Food Trends

Singapore street food goes mainstream

Chew On This!: Gordon Ramsay and Anthony Bourdain love Singapore's street food culture. Find out why this melting pot cuisine is poised to take over in next year


If you haven’t been to Singapore, chances are you haven’t tried authentic hawker street food.

But with celebrity chef endorsements, an array of complex flavors and plenty of spice, Singaporean cuisine is shaping up to be one of the next big things in food.

Earlier this year, Anthony Bourdain announced that he would be teaming up with K.F. Seetoh, an expert in Singapore’s dining scene, to open a 155,000 square feet food hall-- set to be the largest in New York City. Though the market will feature cuisines from around the world, Bourdain has repeatedly credited Asian influences—and Singapore in particular—as inspiration.

“Think of an Asian night market. Eating and drinking at midnight,” the outspoken chef told the New York Times said of his massive new hall.

Singapore is a relatively young country—it’s celebrating its 50th birthday this year. But with global influences and a seemingly endless array of dynamic street food markets—known as “hawker centers”—the food in Singapore is as diverse and complex as any from an older country.

“Hawker food is a unique aspect of Singaporean culture and very much a way of life in Singapore due to the variety of dishes,” Kershing Goh, a director of Americas at Singapore Tourism Board, told Hawker centers cater to the busy, on-the-go lifestyle of the small city and provide relatively cheap food full of flavor. 

“Singapore has more than 100 hawker centers housing more than 15,000 small food stalls.”

The food in Singapore credits influences from India, China, Malaysia, and Thailand resulting in signature dishes like Hainanese chicken rice, a simple dish adapted from Chinese immigrants of poached chicken, rice flavored with ginger and shallots cooked with chicken broth, and chili grab—a messy but flavorful preparation of whole crabs in a spicy, garlic-tomato sauce.

But laksa, a spicy noodle soup, may be one Singaporean dish that best showcases the diversity of cultural influences. Thinner than a traditional Indian curry, but thicker than a Chinese soup, laksa is a coconut based broth prepared with lemongrass, chilis, galangal, fish paste. It has thick noodles and is finished with fresh toppings—similar to a Japanese ramen-- like shrimp, tofu, or pork balls.

“It’s lighter and you can eat a lot more of it,” said Chef Larry Reutens, Executive Chef of Masak, his private catering company that specializes in Singaporean cuisine. “Indian curries tend to be a bit heavier, they’re not like a soup the way laksa is.”

We tried it and were blown away. 

“There are so many familiar flavors in here, but altogether it tastes like something entirely different,” said one Chew on This taster, noting that the broth tasted like a light coconut soup with extra umami.

Reutens’ laksa definitely had a kick to it, but not enough to turn off some of the more timid tasters.

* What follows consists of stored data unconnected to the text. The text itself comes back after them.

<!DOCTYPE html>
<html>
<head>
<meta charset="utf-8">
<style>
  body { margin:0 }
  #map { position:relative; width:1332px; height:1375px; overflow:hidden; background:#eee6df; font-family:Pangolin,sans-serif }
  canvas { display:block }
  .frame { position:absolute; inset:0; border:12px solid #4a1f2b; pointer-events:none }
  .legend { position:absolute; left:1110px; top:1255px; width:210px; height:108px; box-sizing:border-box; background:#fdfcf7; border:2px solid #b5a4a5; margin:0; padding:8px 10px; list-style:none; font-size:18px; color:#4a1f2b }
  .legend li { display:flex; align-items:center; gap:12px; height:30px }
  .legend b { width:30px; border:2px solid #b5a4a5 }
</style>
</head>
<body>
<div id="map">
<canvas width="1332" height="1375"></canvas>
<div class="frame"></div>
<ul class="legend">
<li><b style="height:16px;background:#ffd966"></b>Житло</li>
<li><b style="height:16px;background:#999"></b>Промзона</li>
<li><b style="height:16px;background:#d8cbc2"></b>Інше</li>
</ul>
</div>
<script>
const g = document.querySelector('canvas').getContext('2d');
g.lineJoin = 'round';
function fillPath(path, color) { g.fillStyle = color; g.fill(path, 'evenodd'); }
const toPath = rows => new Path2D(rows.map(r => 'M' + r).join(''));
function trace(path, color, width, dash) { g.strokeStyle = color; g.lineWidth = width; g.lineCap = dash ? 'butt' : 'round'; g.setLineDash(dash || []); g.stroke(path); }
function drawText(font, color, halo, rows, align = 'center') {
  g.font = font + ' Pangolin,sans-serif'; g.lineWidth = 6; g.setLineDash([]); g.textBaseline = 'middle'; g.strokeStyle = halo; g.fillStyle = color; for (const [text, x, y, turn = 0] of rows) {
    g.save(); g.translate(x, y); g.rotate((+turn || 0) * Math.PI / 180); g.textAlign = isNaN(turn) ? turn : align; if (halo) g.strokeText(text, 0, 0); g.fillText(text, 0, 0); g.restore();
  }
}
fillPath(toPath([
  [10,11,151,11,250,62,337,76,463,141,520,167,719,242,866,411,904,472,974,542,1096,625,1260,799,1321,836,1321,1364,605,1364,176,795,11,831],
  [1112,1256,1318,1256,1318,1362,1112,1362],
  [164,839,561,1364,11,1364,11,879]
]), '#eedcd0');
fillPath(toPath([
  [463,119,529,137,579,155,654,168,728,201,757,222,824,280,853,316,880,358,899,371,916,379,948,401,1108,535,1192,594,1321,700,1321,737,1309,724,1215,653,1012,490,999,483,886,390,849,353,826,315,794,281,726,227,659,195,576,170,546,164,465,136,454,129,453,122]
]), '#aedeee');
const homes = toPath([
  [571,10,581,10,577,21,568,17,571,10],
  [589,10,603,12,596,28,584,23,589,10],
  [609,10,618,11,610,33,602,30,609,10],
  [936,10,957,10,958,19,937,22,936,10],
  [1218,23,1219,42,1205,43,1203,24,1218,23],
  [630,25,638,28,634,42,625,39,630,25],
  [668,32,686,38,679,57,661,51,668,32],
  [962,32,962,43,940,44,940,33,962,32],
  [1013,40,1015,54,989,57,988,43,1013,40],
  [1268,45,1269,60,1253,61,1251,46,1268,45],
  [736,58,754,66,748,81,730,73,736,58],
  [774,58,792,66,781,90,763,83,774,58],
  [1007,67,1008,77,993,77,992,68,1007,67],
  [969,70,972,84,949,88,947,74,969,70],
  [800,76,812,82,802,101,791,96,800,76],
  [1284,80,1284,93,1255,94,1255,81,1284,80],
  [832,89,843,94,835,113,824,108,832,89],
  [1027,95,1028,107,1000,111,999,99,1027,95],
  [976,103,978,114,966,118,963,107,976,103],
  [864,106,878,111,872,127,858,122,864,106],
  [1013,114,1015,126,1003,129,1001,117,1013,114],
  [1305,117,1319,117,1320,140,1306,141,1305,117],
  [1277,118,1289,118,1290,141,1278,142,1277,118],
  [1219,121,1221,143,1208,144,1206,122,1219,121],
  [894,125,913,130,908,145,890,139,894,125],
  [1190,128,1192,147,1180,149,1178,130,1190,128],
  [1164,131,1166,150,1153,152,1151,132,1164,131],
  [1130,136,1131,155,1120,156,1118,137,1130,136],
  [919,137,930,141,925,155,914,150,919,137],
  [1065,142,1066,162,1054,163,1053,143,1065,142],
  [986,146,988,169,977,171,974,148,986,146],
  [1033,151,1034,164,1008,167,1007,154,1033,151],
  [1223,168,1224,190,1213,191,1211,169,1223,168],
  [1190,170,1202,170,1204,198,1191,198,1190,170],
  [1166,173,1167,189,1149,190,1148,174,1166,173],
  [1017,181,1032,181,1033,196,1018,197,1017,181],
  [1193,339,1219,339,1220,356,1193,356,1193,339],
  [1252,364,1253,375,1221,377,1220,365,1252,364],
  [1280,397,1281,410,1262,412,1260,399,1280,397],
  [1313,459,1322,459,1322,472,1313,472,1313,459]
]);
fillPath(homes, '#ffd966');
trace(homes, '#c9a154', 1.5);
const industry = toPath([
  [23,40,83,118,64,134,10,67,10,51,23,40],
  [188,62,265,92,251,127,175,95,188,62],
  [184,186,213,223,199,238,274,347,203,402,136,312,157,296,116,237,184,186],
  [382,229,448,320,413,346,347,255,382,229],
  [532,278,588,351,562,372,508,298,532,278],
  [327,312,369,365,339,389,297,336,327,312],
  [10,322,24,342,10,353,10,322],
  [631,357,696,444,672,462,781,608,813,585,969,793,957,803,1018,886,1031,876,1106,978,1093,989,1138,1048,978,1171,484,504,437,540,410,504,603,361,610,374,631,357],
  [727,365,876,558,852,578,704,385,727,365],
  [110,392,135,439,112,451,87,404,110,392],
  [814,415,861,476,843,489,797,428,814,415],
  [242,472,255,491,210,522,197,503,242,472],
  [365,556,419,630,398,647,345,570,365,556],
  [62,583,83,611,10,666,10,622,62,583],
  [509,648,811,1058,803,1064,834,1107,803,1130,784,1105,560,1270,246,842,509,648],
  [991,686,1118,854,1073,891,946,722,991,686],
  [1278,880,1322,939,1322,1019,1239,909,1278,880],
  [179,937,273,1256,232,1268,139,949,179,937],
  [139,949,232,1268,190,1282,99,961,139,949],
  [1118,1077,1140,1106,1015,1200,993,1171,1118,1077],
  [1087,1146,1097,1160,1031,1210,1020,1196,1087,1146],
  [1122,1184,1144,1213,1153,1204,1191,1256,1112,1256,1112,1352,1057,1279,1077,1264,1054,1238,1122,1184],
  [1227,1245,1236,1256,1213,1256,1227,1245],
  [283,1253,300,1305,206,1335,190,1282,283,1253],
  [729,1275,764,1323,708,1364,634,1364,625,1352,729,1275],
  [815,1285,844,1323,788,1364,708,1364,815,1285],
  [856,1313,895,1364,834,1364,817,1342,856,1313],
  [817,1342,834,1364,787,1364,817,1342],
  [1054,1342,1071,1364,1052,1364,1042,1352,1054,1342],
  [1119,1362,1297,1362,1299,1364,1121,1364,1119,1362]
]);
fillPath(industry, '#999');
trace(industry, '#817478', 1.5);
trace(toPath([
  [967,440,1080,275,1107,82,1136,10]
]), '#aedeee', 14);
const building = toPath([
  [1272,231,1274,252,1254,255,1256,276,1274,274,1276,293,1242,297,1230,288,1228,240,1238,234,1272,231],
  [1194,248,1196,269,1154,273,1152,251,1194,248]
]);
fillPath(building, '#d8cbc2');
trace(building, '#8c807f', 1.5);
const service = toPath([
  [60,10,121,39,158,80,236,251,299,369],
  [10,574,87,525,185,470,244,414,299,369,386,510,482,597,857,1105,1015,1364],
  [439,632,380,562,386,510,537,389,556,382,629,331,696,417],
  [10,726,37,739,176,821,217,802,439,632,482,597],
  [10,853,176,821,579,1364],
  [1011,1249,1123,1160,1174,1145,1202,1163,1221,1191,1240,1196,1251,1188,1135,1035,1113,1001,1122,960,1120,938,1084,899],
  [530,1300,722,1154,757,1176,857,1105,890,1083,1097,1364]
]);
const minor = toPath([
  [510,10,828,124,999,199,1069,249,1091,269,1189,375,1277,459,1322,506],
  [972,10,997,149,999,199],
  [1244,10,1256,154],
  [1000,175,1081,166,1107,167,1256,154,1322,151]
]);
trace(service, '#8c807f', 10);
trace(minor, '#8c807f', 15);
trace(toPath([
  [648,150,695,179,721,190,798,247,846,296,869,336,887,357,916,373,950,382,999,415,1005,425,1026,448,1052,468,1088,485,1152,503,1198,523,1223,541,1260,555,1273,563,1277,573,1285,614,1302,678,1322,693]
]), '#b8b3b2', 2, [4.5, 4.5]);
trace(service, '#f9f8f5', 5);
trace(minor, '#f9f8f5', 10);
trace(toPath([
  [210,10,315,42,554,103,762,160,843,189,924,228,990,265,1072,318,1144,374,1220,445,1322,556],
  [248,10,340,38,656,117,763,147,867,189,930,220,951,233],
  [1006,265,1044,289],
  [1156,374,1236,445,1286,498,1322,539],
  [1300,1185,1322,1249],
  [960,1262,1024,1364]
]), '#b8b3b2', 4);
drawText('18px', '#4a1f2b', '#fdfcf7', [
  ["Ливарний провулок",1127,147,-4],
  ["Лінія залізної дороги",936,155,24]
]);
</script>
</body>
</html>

“This is my new favorite comfort dish,” said another taster, slurping down the wide noodles.

Reutens also prepared Ang Ku Kueh (Red Tortoise Cake,) a tradition Singaporean dessert with Chinese influences. From the outside, the two-inch cakes look like mini red gummy turtles but they are actually made with rice flour, sweet potato and a little coloring from beet juice. Then they are stuffed with a sweet roasted peanut paste.

“It’s like a pan-Asian peanut butter cup,” said one taster. Ang Ku Keuh are chewy and slightly reminiscent of mochi balls. Peanut butter lovers couldn’t resist sneaking one more.

The tiny red cakes, like many authentic Singaporean dishes, are still hard to find in most U.S. cities but Reutens says San Francisco and New York City both have bustling Singaporean food scenes. Of course, if you’re looking for the best of the best in hawker food, there’s a pretty simple solution.

“Try anything you can get your hands on,” says the chef. “But of course you can always hop on a plane and go to Singapore to try out the real thing.”